*** Opening of SOURCE RECORDS ***

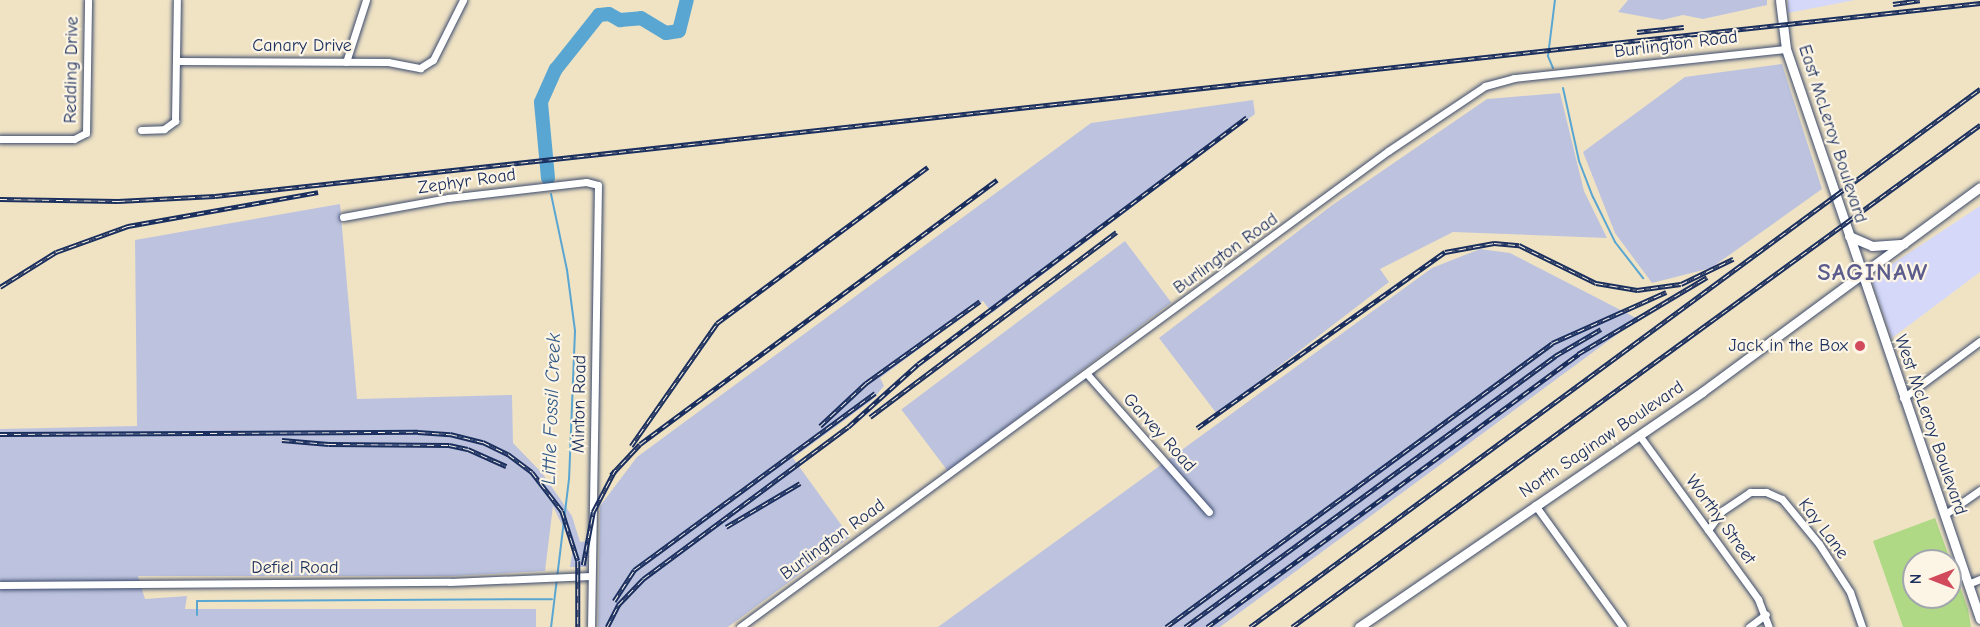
<!DOCTYPE html>
<style>
body{margin:0}
#map{position:relative;width:1980px;height:627px;overflow:hidden;background:#f0e3c4;font-family:"Comic Neue",sans-serif}
div>[style]{position:absolute}
.built>*{inset:0;background:#d5d8f9}
.industrial>*{inset:0;background:#bdc3de;transform-origin:0 0}
.green>*{inset:0;background:#afd985}
.stream>*{height:2px;margin:-1px;padding:0 1px;transform-origin:1px;border-radius:1px;background:#59a6d2}
.river>*{height:14px;margin:-7px;padding:0 7px;transform-origin:7px;border-radius:7px;background:#59a6d2}
.roads{filter:drop-shadow(0 0 2px #3b4a6d) drop-shadow(0 0 2px #3b4a6d)}
.minor>*{height:7px;margin:-3.5px;padding:0 3.5px;transform-origin:3.5px;border-radius:3.5px;background:#fff}
.major>*{height:9px;margin:-4.5px;padding:0 4.5px;transform-origin:4.5px;border-radius:4.5px;background:#fff}
.rail>*{height:4.5px;margin-top:-2.25px;transform-origin:0;background:repeating-linear-gradient(90deg,#fcf5e5 0 7px,#1b2f5e 0 14px);box-sizing:border-box;border-block:2px solid #1b2f5e}
.dots>*{width:16px;height:16px;translate:-50% -50%;box-sizing:border-box;border:3px solid #fcf5e5;border-radius:50%}
span{translate:-50% -50%;white-space:nowrap;text-align:center;line-height:1.15;-webkit-text-stroke:4.5px #fcf5e5;paint-order:stroke}
.street-label{font-size:18px;color:#1b2f5e}
.poi-label{font-size:18px;color:#1b2f5e}
.right{translate:-100% -50%;text-align:right}
.water-label{font-size:20px;color:#315987;font-style:italic}
.district-label{font-size:24px;color:#5c5c8c;font-weight:700;letter-spacing:1.5px}
.north{position:absolute;left:1902px;top:549px;width:60px;height:60px;box-sizing:border-box;background:#fcf5e5;border:2px solid #a2a6af;border-radius:50%;rotate:270deg;font-size:16px;font-weight:700;line-height:24px;text-align:center;color:#1b2f5e}
.north::after{content:'';display:block;margin:auto;width:21px;height:27px;background:#d1495b;clip-path:polygon(50% 0,100% 100%,50% 72%,0 100%)}
</style>
<div id="map">
<div class="built">
<div style="clip-path:polygon(1788px 0,1855px 0,1788px 13px)"></div>
<div style="clip-path:polygon(1980px 206px,1980px 272px,1892px 338px,1871px 278px)"></div>
</div>
<div class="industrial">
<div style="clip-path:polygon(1628px 0,1767px 0,1767px 5px,1703px 19px,1683px 15px,1662px 20px,1618px 12px)"></div>
<div style="clip-path:polygon(1782px 64px,1822px 189px,1711px 268px,1652px 283px,1615px 233px,1583px 152px,1685px 77px)"></div>
<div style="clip-path:polygon(1560px 93px,1584px 191px,1607px 238px,1453px 232px,1380px 269px,1389px 282px,1217px 414px,1159px 338px,1331px 206px,1487px 99px)"></div>
<div style="clip-path:polygon(1253px 100px,1255px 114px,992px 313px,983px 301px,880px 378px,884px 386px,872px 400px,793px 458px,850px 537px,728px 627px,598px 627px,600px 506px,637px 457px,1091px 123px)"></div>
<div style="clip-path:polygon(340px 204px,357px 399px,512px 395px,513px 443px,542px 473px,572px 516px,580px 542px,588px 541px,587px 567px,570px 567px,573px 548px,553px 506px,545px 571px,453px 576px,138px 576px,145px 599px,187px 596px,185px 609px,536px 609px,536px 627px,0 627px,0 429px,137px 426px,135px 240px)"></div>
<div style="left:1125px;top:241px;width:77px;height:280px;rotate:53deg"></div>
<div style="clip-path:polygon(1480px 249px,1510px 253px,1638px 319px,1220px 627px,938px 627px,1432px 268px)"></div>
</div>
<div class="green">
<div style="clip-path:polygon(evenodd,1935px 518px,1968px 609px,1971px 627px,1903px 627px,1873px 541px,1935px 518px,1914px 561px,1950px 561px,1950px 597px,1914px 597px,1914px 561px)"></div>
</div>
<div class="stream">
<div style="left:1553px;top:68px;width:13px;rotate:-113deg"></div>
<div style="left:1548px;top:56px;width:56px;rotate:-82.9deg"></div>
<div style="left:1563px;top:88px;width:75px;rotate:77.6deg"></div>
<div style="left:1579px;top:161px;width:39px;rotate:69deg"></div>
<div style="left:1593px;top:197px;width:50px;rotate:63.9deg"></div>
<div style="left:1615px;top:242px;width:46px;rotate:52.1deg"></div>
<div style="left:551px;top:194px;width:78px;rotate:78.1deg"></div>
<div style="left:567px;top:270px;width:62px;rotate:82.5deg"></div>
<div style="left:575px;top:331px;width:148px;rotate:92.3deg"></div>
<div style="left:569px;top:479px;width:149px;rotate:96.9deg"></div>
<div style="left:197px;top:615px;width:14px;rotate:-90deg"></div>
<div style="left:197px;top:601px;width:355px;rotate:-0.3deg"></div>
</div>
<div class="river">
<div style="left:548px;top:178px;width:76px;rotate:-95.3deg"></div>
<div style="left:541px;top:102px;width:36px;rotate:-66deg"></div>
<div style="left:556px;top:69px;width:69px;rotate:-51.5deg"></div>
<div style="left:599px;top:15px;width:10px;rotate:-6deg"></div>
<div style="left:609px;top:14px;width:13px;rotate:29deg"></div>
<div style="left:620px;top:20px;width:21px;rotate:-5deg"></div>
<div style="left:641px;top:18px;width:29px;rotate:31deg"></div>
<div style="left:666px;top:33px;width:13px;rotate:-9deg"></div>
<div style="left:679px;top:31px;width:32px;rotate:-76deg"></div>
</div>
<div class="roads">
<div class="minor">
<div style="left:177px;top:61px;width:211px;rotate:0.3deg"></div>
<div style="left:388px;top:62px;width:33px;rotate:11deg"></div>
<div style="left:420px;top:68px;width:15px;rotate:-32deg"></div>
<div style="left:433px;top:60px;width:67px;rotate:-63.4deg"></div>
<div style="left:346px;top:62px;width:65px;rotate:-72.1deg"></div>
<div style="left:141px;top:130px;width:23px;rotate:-2deg"></div>
<div style="left:164px;top:129px;width:14px;rotate:-36deg"></div>
<div style="left:175px;top:121px;width:121px;rotate:-89.1deg"></div>
<div style="left:0;top:139px;width:74px"></div>
<div style="left:74px;top:139px;width:13px;rotate:-27deg"></div>
<div style="left:86px;top:133px;width:133px;rotate:-89.1deg"></div>
<div style="left:343px;top:217px;width:107px;rotate:-10.3deg"></div>
<div style="left:448px;top:198px;width:139px;rotate:-6.6deg"></div>
<div style="left:586px;top:182px;width:12px;rotate:14deg"></div>
<div style="left:598px;top:185px;width:442px;rotate:90.9deg"></div>
<div style="left:1087px;top:374px;width:184px;rotate:48.5deg"></div>
<div style="left:1903px;top:398px;width:96px;rotate:-36.5deg"></div>
<div style="left:1639px;top:435px;width:203px;rotate:54deg"></div>
<div style="left:1758px;top:599px;width:30px;rotate:69deg"></div>
<div style="left:1535px;top:505px;width:150px;rotate:54.2deg"></div>
<div style="left:1944px;top:515px;width:44px;rotate:-34.8deg"></div>
<div style="left:1708px;top:530px;width:24px;rotate:-54deg"></div>
<div style="left:1722px;top:511px;width:34px;rotate:-34deg"></div>
<div style="left:1750px;top:492px;width:16px"></div>
<div style="left:1766px;top:492px;width:17px;rotate:24deg"></div>
<div style="left:1782px;top:499px;width:58px;rotate:50.6deg"></div>
<div style="left:1819px;top:544px;width:57px;rotate:57.1deg"></div>
<div style="left:1850px;top:592px;width:37px;rotate:71deg"></div>
<div style="left:1968px;top:584px;width:13px;rotate:-23deg"></div>
<div style="left:0;top:585px;width:450px;rotate:-0.4deg"></div>
<div style="left:450px;top:582px;width:141px;rotate:-2.4deg"></div>
<div style="left:740px;top:627px;width:804px;rotate:-36.3deg"></div>
<div style="left:1388px;top:151px;width:117px;rotate:-33.8deg"></div>
<div style="left:1485px;top:86px;width:30px;rotate:-15deg"></div>
<div style="left:1514px;top:78px;width:274px;rotate:-6.1deg"></div>
<div style="left:1749px;top:627px;width:21px;rotate:-37deg"></div>
</div>
<div class="major">
<div style="left:1780px;top:0;width:49px;rotate:83deg"></div>
<div style="left:1786px;top:49px;width:602px;rotate:71.2deg"></div>
<div style="left:1849px;top:236px;width:25px;rotate:23deg"></div>
<div style="left:1872px;top:246px;width:32px;rotate:-4deg"></div>
<div style="left:1359px;top:627px;width:416px;rotate:-34.4deg"></div>
<div style="left:1702px;top:392px;width:345px;rotate:-36.4deg"></div>
</div>
</div>
<div class="rail">
<div style="left:1893px;top:4px;width:27px;rotate:-8deg"></div>
<div style="left:1637px;top:32px;width:47px;rotate:-6.1deg"></div>
<div style="left:0;top:199px;width:118px;rotate:1deg"></div>
<div style="left:118px;top:201px;width:97px;rotate:-3deg"></div>
<div style="left:215px;top:196px;width:1776px;rotate:-6.24deg"></div>
<div style="left:0;top:287px;width:66px;rotate:-32deg"></div>
<div style="left:56px;top:252px;width:77px;rotate:-19.9deg"></div>
<div style="left:128px;top:226px;width:193px;rotate:-10.1deg"></div>
<div style="left:870px;top:417px;width:308px;rotate:-36.9deg"></div>
<div style="left:820px;top:426px;width:63px;rotate:-43.1deg"></div>
<div style="left:866px;top:383px;width:140px;rotate:-35.7deg"></div>
<div style="left:1197px;top:428px;width:304px;rotate:-35.4deg"></div>
<div style="left:1445px;top:252px;width:50px;rotate:-10.4deg"></div>
<div style="left:1494px;top:243px;width:25px;rotate:5deg"></div>
<div style="left:1519px;top:245px;width:86px;rotate:26.3deg"></div>
<div style="left:1596px;top:283px;width:42px;rotate:9.7deg"></div>
<div style="left:1637px;top:290px;width:44px;rotate:-7.8deg"></div>
<div style="left:1681px;top:284px;width:58px;rotate:-25.7deg"></div>
<div style="left:0;top:434px;width:418px;rotate:-0.3deg"></div>
<div style="left:418px;top:432px;width:32px;rotate:4deg"></div>
<div style="left:450px;top:434px;width:34px;rotate:14deg"></div>
<div style="left:483px;top:442px;width:28px;rotate:26deg"></div>
<div style="left:508px;top:454px;width:30px;rotate:37deg"></div>
<div style="left:532px;top:472px;width:49px;rotate:52.4deg"></div>
<div style="left:562px;top:511px;width:52px;rotate:72.3deg"></div>
<div style="left:578px;top:561px;width:66px;rotate:90deg"></div>
<div style="left:282px;top:440px;width:47px;rotate:4.9deg"></div>
<div style="left:329px;top:444px;width:120px;rotate:0.5deg"></div>
<div style="left:449px;top:445px;width:19px;rotate:12deg"></div>
<div style="left:468px;top:449px;width:42px;rotate:24.1deg"></div>
<div style="left:631px;top:446px;width:150px;rotate:-55deg"></div>
<div style="left:717px;top:323px;width:262px;rotate:-36.5deg"></div>
<div style="left:611px;top:475px;width:42px;rotate:-46.9deg"></div>
<div style="left:640px;top:444px;width:444px;rotate:-36.5deg"></div>
<div style="left:726px;top:527px;width:86px;rotate:-30.7deg"></div>
<div style="left:583px;top:565px;width:54px;rotate:-79.3deg"></div>
<div style="left:593px;top:512px;width:47px;rotate:-62.4deg"></div>
<div style="left:614px;top:601px;width:37px;rotate:-57deg"></div>
<div style="left:634px;top:570px;width:299px;rotate:-36.3deg"></div>
<div style="left:607px;top:627px;width:25px;rotate:-63deg"></div>
<div style="left:618px;top:605px;width:36px;rotate:-46deg"></div>
<div style="left:643px;top:579px;width:255px;rotate:-36.6deg"></div>
<div style="left:848px;top:427px;width:94px;rotate:-42deg"></div>
<div style="left:918px;top:364px;width:411px;rotate:-36.9deg"></div>
<div style="left:1166px;top:627px;width:479px;rotate:-36.3deg"></div>
<div style="left:1552px;top:343px;width:125px;rotate:-24.1deg"></div>
<div style="left:1185px;top:627px;width:459px;rotate:-36.2deg"></div>
<div style="left:1555px;top:356px;width:53px;rotate:-30.4deg"></div>
<div style="left:1207px;top:627px;width:461px;rotate:-36.3deg"></div>
<div style="left:1578px;top:354px;width:150px;rotate:-30.8deg"></div>
<div style="left:1250px;top:627px;width:907px;rotate:-36.39deg"></div>
<div style="left:1292px;top:627px;width:852px;rotate:-36.12deg"></div>
</div>
<div class="dots">
<div style="left:1860px;top:346px;background:#d1495b"></div>
</div>
<div class="street-label">
<span style="left:1676px;top:45px;rotate:-7deg">Burlington Road</span>
<span style="left:302px;top:46px">Canary Drive</span>
<span style="left:72px;top:70px;rotate:-89deg">Redding Drive</span>
<span style="left:1832px;top:134px;rotate:72deg">East McLeroy Boulevard</span>
<span style="left:467px;top:182px;rotate:-8deg">Zephyr Road</span>
<span style="left:1226px;top:254px;rotate:-36deg">Burlington Road</span>
<span style="left:580px;top:404px;rotate:-89deg">Minton Road</span>
<span style="left:1930px;top:425px;rotate:71deg">West McLeroy Boulevard</span>
<span style="left:1159px;top:433px;rotate:48deg">Garvey Road</span>
<span style="left:1602px;top:440px;rotate:-34deg">North Saginaw Boulevard</span>
<span style="left:1720px;top:520px;rotate:54deg">Worthy Street</span>
<span style="left:1823px;top:529px;rotate:53deg">Kay Lane</span>
<span style="left:833px;top:540px;rotate:-36deg">Burlington Road</span>
<span style="left:295px;top:568px">Defiel Road</span>
</div>
<div class="poi-label">
<span class="right" style="left:1848px;top:346px">Jack in the Box</span>
</div>
<div class="water-label">
<span style="left:551px;top:409px;rotate:-88deg">Little Fossil Creek</span>
</div>
<div class="district-label">
<span style="left:1873px;top:273px">SAGINAW</span>
</div>
<div class="north">N</div>
</div>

*** Close of SOURCE RECORDS ***

WORK ITEM: For the string "border", go line by line through the material and copy every line that has it.

RESPONSE AREA:
.stream>*{height:2px;margin:-1px;padding:0 1px;transform-origin:1px;border-radius:1px;background:#59a6d2}
.river>*{height:14px;margin:-7px;padding:0 7px;transform-origin:7px;border-radius:7px;background:#59a6d2}
.minor>*{height:7px;margin:-3.5px;padding:0 3.5px;transform-origin:3.5px;border-radius:3.5px;background:#fff}
.major>*{height:9px;margin:-4.5px;padding:0 4.5px;transform-origin:4.5px;border-radius:4.5px;background:#fff}
.rail>*{height:4.5px;margin-top:-2.25px;transform-origin:0;background:repeating-linear-gradient(90deg,#fcf5e5 0 7px,#1b2f5e 0 14px);box-sizing:border-box;border-block:2px solid #1b2f5e}
.dots>*{width:16px;height:16px;translate:-50% -50%;box-sizing:border-box;border:3px solid #fcf5e5;border-radius:50%}
.north{position:absolute;left:1902px;top:549px;width:60px;height:60px;box-sizing:border-box;background:#fcf5e5;border:2px solid #a2a6af;border-radius:50%;rotate:270deg;font-size:16px;font-weight:700;line-height:24px;text-align:center;color:#1b2f5e}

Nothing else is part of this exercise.